При упоминании местного констебля я согласно кивнул. Диллон был добрым человеком. Я не сомневался, он обойдется с девушкой справедливо и без грубости.

Но тут Эстер добавила:

– И мистеру Хейлу.

А вот это уже совсем другое дело. Мистер Хейл был священником в местной церкви. Каждый раз, слушая его юрячне проповеди, в которых он, брызгая слюнями, словно сами небеса пролились огнем и серой, обличал грешников, я жалел, что у меня нет широкополой шляпы, чтобы прикрыться от его плевков. Если Хейл вмешается в разбирательство, боюсь, Криссе Мур несдобровать.

– И мистер Хейл вызвал мистера Резерфорда, – закончила Эстер.

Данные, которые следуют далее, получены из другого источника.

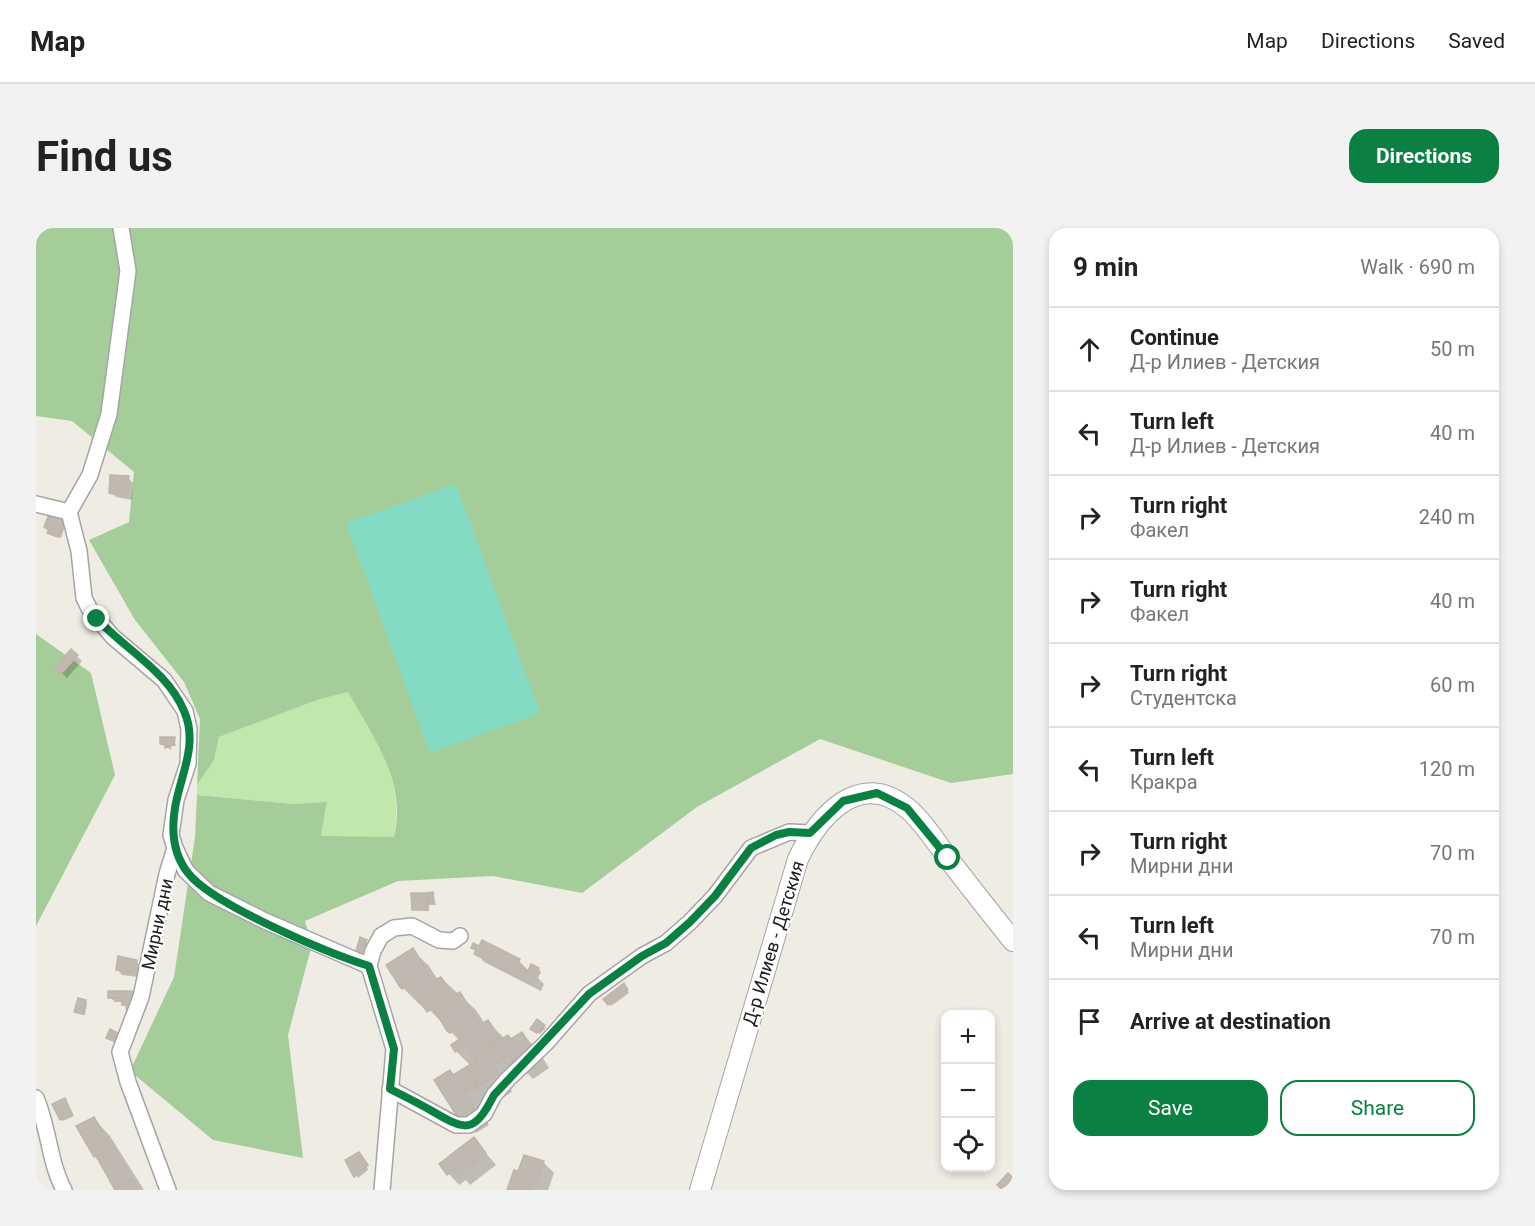 <!DOCTYPE html>
<html lang="en">
<head>
<meta charset="utf-8">
<style>
  body { margin:0; font-family:Roboto,sans-serif; background:#f2f2f2; color:#222 }
  .controls { position:absolute; right:18px; bottom:18px; display:grid; overflow:hidden; border-radius:12px; box-shadow:0 3px 9px #0003 }
  .controls button { width:54px; height:54px; display:grid; place-items:center; padding:0; border:0; border-bottom:2px solid #e0e0e0; background:#fff; color:#222; font:30px sans-serif }
  .stop { position:absolute; width:18px; height:18px; margin:-14px; border:4px solid #0b8043; border-radius:50%; background:#fff }
  .stop.end { background:#0b8043; border-color:#fff; box-shadow:0 2px 6px #0008 }
  .list { margin:0; padding:0; list-style:none }
  h2 { display:flex; justify-content:space-between; align-items:center; height:78px; margin:0; padding:0 24px; font-size:26px }
  h2 small { font-size:20px; font-weight:400; color:#767676 }
  .list li { display:grid; grid-template-columns:39px 1fr auto; gap:18px; align-items:center; box-sizing:border-box; height:84px; padding:0 24px; border-top:2px solid #e0e0e0 }
  .list b { display:block; font-size:22px; white-space:nowrap }
  .list p { margin:0; font-size:20px; white-space:nowrap; color:#767676 }
  .list em { font-size:20px; font-style:normal; color:#767676 }
  .actions { display:flex; gap:12px; padding:18px 24px }
  .actions a { flex:1; padding:14px 0; border:2px solid #0b8043; border-radius:18px; text-align:center; font-size:21px; color:#0b8043 }
  .actions .main { background:#0b8043; color:#fff }
  .icon { flex:none; width:33px; height:33px; fill:none; stroke:currentColor; stroke-width:2; stroke-linecap:round; stroke-linejoin:round }
  .map { position:relative; flex:none; width:977px; height:962px; overflow:hidden; border-radius:18px }
  header { display:flex; align-items:center; gap:36px; box-sizing:border-box; height:84px; padding:0 30px; background:#fff; border-bottom:2px solid #e0e0e0 }
  header strong { font-size:28px }
  nav { display:flex; gap:33px; margin-inline-start:auto; font-size:21px }
  .intro { display:flex; align-items:center; justify-content:space-between; box-sizing:border-box; height:144px; padding:0 36px }
  h1 { margin:0; font-size:42px }
  .button { padding:15px 27px; border-radius:18px; background:#0b8043; color:#fff; font-size:21px; font-weight:700 }
  main { display:flex; gap:36px; padding:0 36px }
  aside { flex:1; background:#fff; border-radius:18px; box-shadow:0 3px 9px #0003 }
  .map>svg:first-child { display:block }
</style>
</head>
<body>
<header>
<strong>Map</strong>
<nav><a>Map</a><a>Directions</a><a>Saved</a></nav>
</header>
<div class="intro"><h1>Find us</h1><a class="button">Directions</a></div>
<main>
<div class="map">
<svg width="977" height="962" viewBox="0 0 977 962">
  <rect width="100%" height="100%" fill="#efece4"/>
  <!-- grass -->
  <path fill="#c2e7ac" d="M312 463C340 513 368 548 358 609H285L291 574 257 576 161 567V557L178 532 183 509 284 471Z"/>
  <!-- forest -->
  <g fill="#a4cd9a">
    <path d="M0 0H977V546L915 555 784 511 661 579 546 665 457 648 362 653 269 693 276 716 252 807 267 930 177 912 94 843 138 749 159 609 161 567 257 576 291 574 285 608 358 609C371 553 337 509 312 464L284 471 183 509 178 532 161 557 164 491 148 454 99 392 53 312 93 294 98 244 36 193 0 188Z"/>
    <path d="M0 406 55 445 79 547 0 698Z"/>
  </g>
  <!-- pitch -->
  <path fill="#84dbc3" d="M420 256 504 485 394 525 310 295Z"/>
  <!-- shadow -->
  <g fill="#0003">
    <path d="M92 250 97 255 96 272 80 269 74 264Z"/>
    <path d="M14 288 30 295 25 310 15 307 9 299Z"/>
    <path d="M35 423 46 433 31 450 21 440Z"/>
    <path d="M138 511 140 518H135V522L126 516Z"/>
    <path d="M397 666 400 677H393V683L377 681Z"/>
    <path d="M325 711 333 716 328 726 324 724Z"/>
    <path d="M437 720 483 733 493 743 496 738 503 742 505 744 502 750 508 756 505 763 448 734Z"/>
    <path d="M376 722 393 738 402 752 405 750 440 782 449 796 452 794 469 811 475 812 486 806 502 822 513 840 497 851 490 844 472 854 476 864 452 879H443L453 897 440 905 424 889 414 844 418 848 435 838 420 823 424 813 387 775 384 777 367 760 352 737Z"/>
    <path d="M100 733 105 738 103 749 86 747 81 741Z"/>
    <path d="M587 757 593 765 575 778 569 771Z"/>
    <path d="M103 766 92 781 87 774H79L74 769Z"/>
    <path d="M49 773 51 775 49 787 42 786 40 784Z"/>
    <path d="M501 794 510 800 504 806 498 803Z"/>
    <path d="M29 871 38 888 27 893 25 891Z"/>
    <path d="M58 891 74 908 108 962H81L42 899Z"/>
    <path d="M438 911 460 937 434 957 430 952 423 957 405 937Z"/>
    <path d="M311 932H329L332 942 322 950Z"/>
    <path d="M507 934 518 945 512 962H472L483 945Z"/>
  </g>
  <!-- building -->
  <g fill="#bfb9b1" stroke="#c0b5a7" stroke-width="1.5">
    <path d="M74 247 93 248 91 268 73 265Z"/>
    <path d="M13 286 29 292 22 309 11 305 13 302 8 299Z"/>
    <path d="M35 421 42 427 25 446 19 440Z"/>
    <path d="M124 509H139L138 517 129 520V517L124 516Z"/>
    <path d="M397 664 398 675 391 676V665Z"/>
    <path d="M375 665H391V682H376Z"/>
    <path d="M324 709 331 712 325 725 320 723Z"/>
    <path d="M446 712 484 731 481 737 500 747 496 756 438 726 440 722 435 720 437 715 443 718Z"/>
    <path d="M377 720 397 753 405 749 418 768 391 784 372 757 366 761 364 759 350 737Z"/>
    <path d="M82 728 101 732 98 745 80 742Z"/>
    <path d="M495 736 503 740 500 747 492 743Z"/>
    <path d="M588 755 592 762 572 777 567 771Z"/>
    <path d="M72 763H94L103 764 95 783H91L90 777H86L85 770H72Z"/>
    <path d="M424 764 444 797 452 792 465 811 439 828 431 816 419 824 415 817 425 810 420 801 414 805 411 803 397 780Z"/>
    <path d="M42 770 50 772 47 786 38 784Z"/>
    <path d="M501 791 509 797 501 805 494 801Z"/>
    <path d="M74 801 86 807 83 815 70 810Z"/>
    <path d="M486 804 498 823 479 835 474 827 457 837 462 846 442 859 430 839 442 832 439 828 472 807 475 811Z"/>
    <path d="M430 839 442 859 435 863 432 860 428 862 438 880 422 890 398 852 414 842 417 847Z"/>
    <path d="M29 870 36 886 24 892 16 876Z"/>
    <path d="M58 889 77 921 58 929 40 898Z"/>
    <path d="M438 909 450 925 422 947 418 942 411 947 403 936Z"/>
    <path d="M78 920 97 951 78 960 60 928Z"/>
    <path d="M323 924 332 937 318 949 309 932Z"/>
    <path d="M488 927 508 933 501 953 497 951 493 962H471L478 942 482 943Z"/>
    <path d="M972 945 977 950V962H967L961 957Z"/>
    <path d="M97 951 102 962H79L78 960Z"/>
  </g>
  <g fill="none" stroke-linecap="round" stroke-linejoin="round">
    <defs>
      <g id="minor">
        <path d="M0 276 33 284"/>
        <path d="M33 284 43 323 48 370 54 382 77 409 128 452 149 483 153 501 152 536 140 572 135 607 139 620 131 646 105 769 84 824 92 854 132 962"/>
        <path d="M33 284 54 247 73 186 92 43 85 0"/>
        <path d="M139 620 150 643 173 665 229 693 333 738"/>
        <path d="M354 861 420 897H433L448 886 458 867 472 851 510 815 553 766 606 728 630 715 654 694 679 668 715 620 753 604 774 605"/>
        <path d="M0 870C13 900 13 934 28 962"/>
        <path d="M346 962 358 821 333 738 337 723 345 708 358 700 376 698 403 712 417 713 424 708"/>
      </g>
      <path id="tertiary" d="M664 962 762 631C782 589 823 540 871 580 888 594 901 616 914 633 935 660 956 687 977 713"/>
    </defs>
    <!-- minor casing -->
    <use href="#minor" stroke="#a5a5a5" stroke-width="18"/>
    <!-- tertiary casing -->
    <use href="#tertiary" stroke="#a5a5a5" stroke-width="22"/>
    <!-- minor -->
    <use href="#minor" stroke="#fff" stroke-width="15"/>
    <!-- tertiary -->
    <use href="#tertiary" stroke="#fff" stroke-width="20"/>
  </g>
  <g fill="none" stroke-linecap="round" stroke-linejoin="round">
    <!-- route -->
    <path stroke="#0b8043" stroke-width="8" d="M61 391C89 421 132 444 148 483 163 516 144 548 139 580 135 604 137 626 152 645 177 677 292 725 333 738L358 821 354 861C368 868 382 875 396 883 430 903 438 906 458 867L553 766 606 728 630 715 654 694 679 668 715 620 740 607 753 604 774 605 807 573 841 565 871 580 912 630"/>
  </g>
  <g text-anchor="middle" dominant-baseline="central" stroke-width="4.5" stroke-linejoin="round" paint-order="stroke">
    <!-- street labels -->
    <g font-size="18" fill="#1e1e1e" stroke="#fff">
      <text transform="translate(121 696) rotate(-78)">Мирни дни</text>
      <text transform="translate(737 715) rotate(-73)">Д-р Илиев - Детския</text>
    </g>
  </g>
</svg>
<div class="controls">
<button>+</button>
<button>−</button>
<button><svg class="icon" aria-label="locate" viewBox="0 0 24 24"><circle cx="12" cy="12" r="6"/><path d="M12 2v4M12 18v4M2 12h4M18 12h4"/></svg></button>
</div>
<div class="stop" style="left:912px;top:630px"></div>
<div class="stop end" style="left:61px;top:391px"></div>
</div>
<aside>
<h2>9 min<small>Walk · 690 m</small></h2>
<ul class="list">
<li><svg class="icon" aria-label="ahead" viewBox="0 0 24 24"><path d="M12 20V5M6 11l6-6 6 6"/></svg><div><b>Continue</b><p>Д-р Илиев - Детския</p></div><em>50 m</em></li>
<li><svg class="icon" aria-label="left" viewBox="0 0 24 24"><path d="M17 20v-9H6M10 6l-5 5 5 5"/></svg><div><b>Turn left</b><p>Д-р Илиев - Детския</p></div><em>40 m</em></li>
<li><svg class="icon" aria-label="right" viewBox="0 0 24 24"><path d="M7 20v-9h11M14 6l5 5-5 5"/></svg><div><b>Turn right</b><p>Факел</p></div><em>240 m</em></li>
<li><svg class="icon" aria-label="right" viewBox="0 0 24 24"><path d="M7 20v-9h11M14 6l5 5-5 5"/></svg><div><b>Turn right</b><p>Факел</p></div><em>40 m</em></li>
<li><svg class="icon" aria-label="right" viewBox="0 0 24 24"><path d="M7 20v-9h11M14 6l5 5-5 5"/></svg><div><b>Turn right</b><p>Студентска</p></div><em>60 m</em></li>
<li><svg class="icon" aria-label="left" viewBox="0 0 24 24"><path d="M17 20v-9H6M10 6l-5 5 5 5"/></svg><div><b>Turn left</b><p>Кракра</p></div><em>120 m</em></li>
<li><svg class="icon" aria-label="right" viewBox="0 0 24 24"><path d="M7 20v-9h11M14 6l5 5-5 5"/></svg><div><b>Turn right</b><p>Мирни дни</p></div><em>70 m</em></li>
<li><svg class="icon" aria-label="left" viewBox="0 0 24 24"><path d="M17 20v-9H6M10 6l-5 5 5 5"/></svg><div><b>Turn left</b><p>Мирни дни</p></div><em>70 m</em></li>
<li><svg class="icon" aria-label="arrive" viewBox="0 0 24 24"><path d="M6 21V4h12l-3 4 3 4H6"/></svg><div><b>Arrive at destination</b></div></li>
</ul>
<div class="actions"><a class="main">Save</a><a>Share</a></div>
</aside>
</main>
</body>
</html>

– Охотника за ведьмами? – переспросил я.

Эстер кивнула.

– И что, он приехал?

Эстер снова кивнула.

– На прошлой неделе. И забрал ее с собой. А со мной мистер Резерфорд был чрезвычайно любезен.

Я никогда не встречался с Резерфордом, но слышал, что он действует от имени Кристофера Мэйнона, мирового судьи, и полномочия у него достаточно широки. Самого Мэйнона я знал неплохо – когда-то познакомились через отца. Что касается охотника за ведьмами, у этого человека была недобрая репутация. Работа, которую выполнял Резерфорд, оплачивалась, так что праведником, борющимся со злом, его не назовешь. Однако он славился умением выбивать признания у женщин, обвиненных в колдовстве, черном сглазе, общении с дьяволом и бесовских танцах под луной.

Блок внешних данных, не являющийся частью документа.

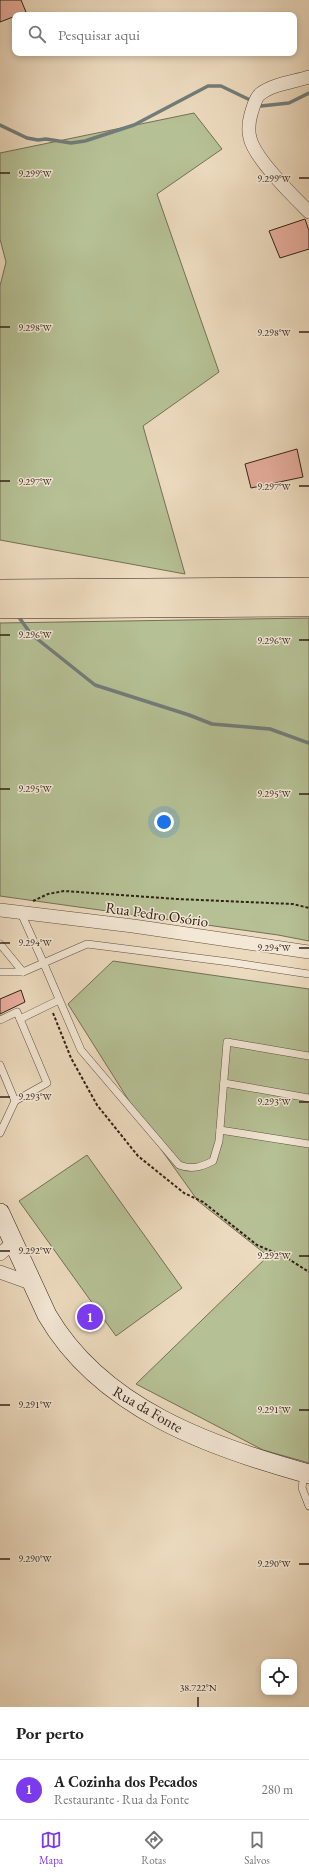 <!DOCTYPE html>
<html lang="pt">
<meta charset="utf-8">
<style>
body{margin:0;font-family:"EB Garamond",serif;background:#f6f6f6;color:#222}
.controls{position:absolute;right:12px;bottom:12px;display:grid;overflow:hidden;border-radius:8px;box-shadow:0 2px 6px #0003}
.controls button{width:36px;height:36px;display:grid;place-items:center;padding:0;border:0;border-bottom:1px solid #e0e0e0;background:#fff;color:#222;font:20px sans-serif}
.you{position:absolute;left:164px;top:822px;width:14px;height:14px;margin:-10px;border:3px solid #fff;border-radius:50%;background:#1a73e8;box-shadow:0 0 0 6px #1a73e833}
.badge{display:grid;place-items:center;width:26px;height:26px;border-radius:50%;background:#7c3aed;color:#fff;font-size:13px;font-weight:700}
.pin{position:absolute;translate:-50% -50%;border:2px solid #fff;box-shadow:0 1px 4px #0006}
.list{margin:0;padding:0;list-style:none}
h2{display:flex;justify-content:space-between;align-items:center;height:52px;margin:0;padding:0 16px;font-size:17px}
h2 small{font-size:13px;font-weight:400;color:#767676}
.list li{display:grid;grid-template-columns:26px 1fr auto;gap:12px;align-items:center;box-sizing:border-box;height:60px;padding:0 16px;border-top:1px solid #e0e0e0}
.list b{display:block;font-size:15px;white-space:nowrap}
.list p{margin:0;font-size:13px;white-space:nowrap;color:#767676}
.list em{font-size:13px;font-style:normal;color:#767676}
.icon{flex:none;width:22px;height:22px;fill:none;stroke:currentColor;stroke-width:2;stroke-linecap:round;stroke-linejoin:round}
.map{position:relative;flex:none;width:309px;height:1707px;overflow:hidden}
.search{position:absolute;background:#fff;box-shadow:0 2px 6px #0003;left:12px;right:12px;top:12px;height:44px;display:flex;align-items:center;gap:10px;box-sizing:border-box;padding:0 14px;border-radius:8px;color:#767676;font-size:15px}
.sheet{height:112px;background:#fff}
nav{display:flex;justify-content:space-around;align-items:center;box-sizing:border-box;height:56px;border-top:1px solid #e0e0e0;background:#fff;font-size:11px;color:#767676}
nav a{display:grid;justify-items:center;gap:2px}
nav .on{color:#7c3aed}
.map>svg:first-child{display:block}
.green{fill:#b5c094;stroke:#747056}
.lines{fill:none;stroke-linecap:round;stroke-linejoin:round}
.stream{stroke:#727c79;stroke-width:3.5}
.building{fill:#e8ae9e;stroke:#322117}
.service-casing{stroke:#604f41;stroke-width:8}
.minor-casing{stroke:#604f41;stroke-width:14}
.secondary-casing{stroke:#322117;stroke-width:20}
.primary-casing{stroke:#322117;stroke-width:22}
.path{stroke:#322117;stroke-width:2;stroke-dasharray:3 2;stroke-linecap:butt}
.service{stroke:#f3e7d5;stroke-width:7}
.minor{stroke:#f3e7d5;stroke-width:13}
.secondary{stroke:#f3e7d5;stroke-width:19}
.primary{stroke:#ecdabe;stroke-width:21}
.ticks{fill:none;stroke:#322117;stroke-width:1.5}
.labels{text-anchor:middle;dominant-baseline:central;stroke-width:3;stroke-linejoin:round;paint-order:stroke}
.street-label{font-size:15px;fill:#322117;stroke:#f3e7d5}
.ticks-label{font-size:10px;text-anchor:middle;fill:#322117;stroke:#f3e7d5;stroke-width:3;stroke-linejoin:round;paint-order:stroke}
</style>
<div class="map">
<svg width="309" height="1707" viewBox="0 0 309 1707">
<rect width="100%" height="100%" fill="#ecdabe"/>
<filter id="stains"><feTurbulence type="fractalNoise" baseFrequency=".005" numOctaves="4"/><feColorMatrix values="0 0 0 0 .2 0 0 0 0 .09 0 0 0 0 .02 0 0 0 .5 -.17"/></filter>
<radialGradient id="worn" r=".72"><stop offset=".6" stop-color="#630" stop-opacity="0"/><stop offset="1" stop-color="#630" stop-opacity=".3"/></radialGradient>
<g class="green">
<polygon points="194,113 222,149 157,194 219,372 143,426 185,574 0,540 0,286 6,262 0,239 0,153"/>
<polygon points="309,618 309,941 278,935 0,896 0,623"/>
<polygon points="113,961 309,989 309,1463 263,1450 136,1384 268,1256 198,1201 148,1131 68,1004"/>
<polygon points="87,1155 182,1288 116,1336 19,1201"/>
</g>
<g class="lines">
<g class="stream">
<polyline points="261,106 289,103 309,93"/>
<polyline points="0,125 27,138 38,140 46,139 71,143 85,141 134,125 208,86 221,86 248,99"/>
<polyline points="18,616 31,634 95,685 189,715 212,724 270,729 309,743"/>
</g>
</g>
<g class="building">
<polygon points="0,0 21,0 26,12 0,22"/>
<polygon points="305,219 309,231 309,249 280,258 269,231"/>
<polygon points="297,449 303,477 251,488 245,464"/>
<polygon points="21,990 25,1002 0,1014 0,999"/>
</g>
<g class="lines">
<g class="service-casing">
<g id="service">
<path d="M 21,913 L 44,964 L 81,1050 L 179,1165 C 192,1170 201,1167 213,1161 L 219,1141 L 227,1042 L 309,1056"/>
<polyline points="0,944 23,972"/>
<polyline points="0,972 23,972 87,944 229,962 309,974"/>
<polyline points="20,1019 59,1000"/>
<polyline points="0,1020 17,1012 47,1083 15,1101 0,1065"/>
<polyline points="224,1083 309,1098"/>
<polyline points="220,1130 309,1144"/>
<polyline points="0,1133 15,1101"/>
<polyline points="304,1474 302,1488 309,1506"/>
</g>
</g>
<g class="minor-casing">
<g id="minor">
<path d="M 309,77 C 293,82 273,84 260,94 C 255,98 253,108 251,114 C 249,121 248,130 250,138 C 254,158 294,197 309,212"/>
<polyline points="0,910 133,926 309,952"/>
<polyline points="0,1254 13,1243"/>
<polyline points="0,1272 33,1284"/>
</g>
</g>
<g class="secondary-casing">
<path id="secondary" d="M 0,1213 L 47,1315 C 101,1408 210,1447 309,1474"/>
</g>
<g class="primary-casing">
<g id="primary">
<polyline points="0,590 309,588"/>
<polyline points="0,608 309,606"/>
</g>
</g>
<g class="path">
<polyline points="33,901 48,894 64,891 177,899 293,904 309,908"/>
<polyline points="53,1013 71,1058 97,1105 138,1156 184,1193 203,1202 257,1245 287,1258 309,1272"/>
</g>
<use href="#service" class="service"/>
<use href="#minor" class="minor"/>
<use href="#secondary" class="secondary"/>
<use href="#primary" class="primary"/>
</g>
<path class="ticks" d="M 0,173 L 10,173M 299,178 L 309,178M 0,327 L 10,327M 299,332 L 309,332M 0,481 L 10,481M 299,486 L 309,486M 0,635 L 10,635M 299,640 L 309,640M 0,789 L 10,789M 299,794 L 309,794M 0,943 L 10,943M 299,948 L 309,948M 0,1097 L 10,1097M 299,1102 L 309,1102M 0,1251 L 10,1251M 299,1256 L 309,1256M 0,1405 L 10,1405M 299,1410 L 309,1410M 0,1559 L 10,1559M 299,1564 L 309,1564M 198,1707 L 198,1697"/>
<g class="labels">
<g class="street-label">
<text transform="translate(157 914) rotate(8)">Rua Pedro Osório</text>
<text transform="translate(148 1409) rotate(30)">Rua da Fonte</text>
</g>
</g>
<g class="ticks-label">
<text x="35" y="177">9.299°W</text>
<text x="274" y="182">9.299°W</text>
<text x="35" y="331">9.298°W</text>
<text x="274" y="336">9.298°W</text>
<text x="35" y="485">9.297°W</text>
<text x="274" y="490">9.297°W</text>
<text x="35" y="638">9.296°W</text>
<text x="274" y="644">9.296°W</text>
<text x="35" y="792">9.295°W</text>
<text x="274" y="797">9.295°W</text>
<text x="35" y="946">9.294°W</text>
<text x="274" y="951">9.294°W</text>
<text x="35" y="1100">9.293°W</text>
<text x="274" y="1105">9.293°W</text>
<text x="35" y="1254">9.292°W</text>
<text x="274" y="1259">9.292°W</text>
<text x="35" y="1408">9.291°W</text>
<text x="274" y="1413">9.291°W</text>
<text x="35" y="1562">9.290°W</text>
<text x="274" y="1567">9.290°W</text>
<text x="198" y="1691">38.722°N</text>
</g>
<rect width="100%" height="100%" filter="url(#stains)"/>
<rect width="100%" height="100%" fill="url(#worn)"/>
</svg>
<div class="controls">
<button><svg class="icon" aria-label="locate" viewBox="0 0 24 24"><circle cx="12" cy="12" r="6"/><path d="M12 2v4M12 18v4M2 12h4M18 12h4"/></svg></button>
</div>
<div class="you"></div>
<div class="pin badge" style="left:90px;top:1317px">1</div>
<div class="search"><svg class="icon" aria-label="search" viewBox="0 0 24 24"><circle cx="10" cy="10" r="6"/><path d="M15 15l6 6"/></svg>Pesquisar aqui</div>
</div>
<section class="sheet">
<h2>Por perto<small></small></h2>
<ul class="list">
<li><span class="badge">1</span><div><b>A Cozinha dos Pecados</b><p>Restaurante · Rua da Fonte</p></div><em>280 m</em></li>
</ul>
</section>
<nav>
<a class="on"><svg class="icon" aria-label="map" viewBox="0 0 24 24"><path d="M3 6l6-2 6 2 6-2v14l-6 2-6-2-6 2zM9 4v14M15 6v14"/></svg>Mapa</a>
<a><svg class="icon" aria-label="directions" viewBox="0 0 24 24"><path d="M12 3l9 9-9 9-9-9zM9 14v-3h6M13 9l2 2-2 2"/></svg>Rotas</a>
<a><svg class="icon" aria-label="saved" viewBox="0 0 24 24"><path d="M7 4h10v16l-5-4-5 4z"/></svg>Salvos</a>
</nav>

Я покосился на сестру. На лице у нее застыло выражение наивной девочки, которая рассказывает страшную сказку, веря в каждое произнесенное слово. И совершенно очевидно, сестра ждала, чем я отвечу на ее россказни. Но единственное, чем мне хотелось ответить ей, я как раз и не мог произнести вслух – что я, Томас Тредуотер, не верю в ведьм. И в дьявола. И в Бога я тоже больше не верил.

Я кашлянул, прочищая горло.

– И после ареста Криссы отец заболел?

– Да. Вчера он целый день был вместе с работниками на пастбище: они пытались спасти оставшихся в живых овец. Вернулся только на закате. И я сразу поняла – дело неладно. Он говорил сбивчиво, и речь была замедленная, а глаз… ну ты сам видел. И еще отец жаловался, что его мучает страх, от которого все внутри холодеет. Я же чувствовала леденящий душу ужас, – просто добавила Эстер.

– Но он все-таки мог двигаться и говорить? – уточнил я. – Не так, как…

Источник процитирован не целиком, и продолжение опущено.